Scan the material that follows. Copy every line containing the word "Sacco".

#### Exercise materials:
++++++++++++++++++++
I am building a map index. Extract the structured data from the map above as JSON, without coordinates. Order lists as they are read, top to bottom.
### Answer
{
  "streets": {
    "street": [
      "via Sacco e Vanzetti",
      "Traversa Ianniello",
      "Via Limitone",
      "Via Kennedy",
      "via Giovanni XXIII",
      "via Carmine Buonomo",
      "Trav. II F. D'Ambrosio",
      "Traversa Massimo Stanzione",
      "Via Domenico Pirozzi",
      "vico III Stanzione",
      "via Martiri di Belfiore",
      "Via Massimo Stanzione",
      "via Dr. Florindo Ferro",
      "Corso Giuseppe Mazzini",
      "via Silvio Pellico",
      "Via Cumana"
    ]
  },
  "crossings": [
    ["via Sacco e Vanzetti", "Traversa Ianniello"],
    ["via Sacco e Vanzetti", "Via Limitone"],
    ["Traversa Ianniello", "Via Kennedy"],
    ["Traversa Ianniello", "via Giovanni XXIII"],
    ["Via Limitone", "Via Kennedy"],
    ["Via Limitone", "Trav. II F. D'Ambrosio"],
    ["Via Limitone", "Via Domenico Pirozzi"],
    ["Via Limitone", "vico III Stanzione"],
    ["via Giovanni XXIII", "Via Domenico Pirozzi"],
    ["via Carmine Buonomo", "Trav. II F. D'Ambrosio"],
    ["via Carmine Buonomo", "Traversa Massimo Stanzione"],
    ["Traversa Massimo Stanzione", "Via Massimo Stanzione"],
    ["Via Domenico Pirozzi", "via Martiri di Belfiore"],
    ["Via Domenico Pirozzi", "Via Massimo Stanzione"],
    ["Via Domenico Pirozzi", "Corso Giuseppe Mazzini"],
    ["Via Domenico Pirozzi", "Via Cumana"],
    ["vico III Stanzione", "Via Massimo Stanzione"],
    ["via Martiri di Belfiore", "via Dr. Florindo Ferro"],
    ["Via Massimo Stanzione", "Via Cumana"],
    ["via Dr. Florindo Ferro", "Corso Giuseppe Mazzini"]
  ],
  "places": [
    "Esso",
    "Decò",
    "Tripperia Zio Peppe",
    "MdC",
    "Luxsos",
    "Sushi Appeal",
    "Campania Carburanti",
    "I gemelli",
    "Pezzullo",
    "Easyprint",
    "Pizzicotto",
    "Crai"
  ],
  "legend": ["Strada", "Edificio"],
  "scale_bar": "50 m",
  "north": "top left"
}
++++++++++++++++++++
#### Result of the task:
      "via Sacco e Vanzetti",
    ["via Sacco e Vanzetti", "Traversa Ianniello"],
    ["via Sacco e Vanzetti", "Via Limitone"],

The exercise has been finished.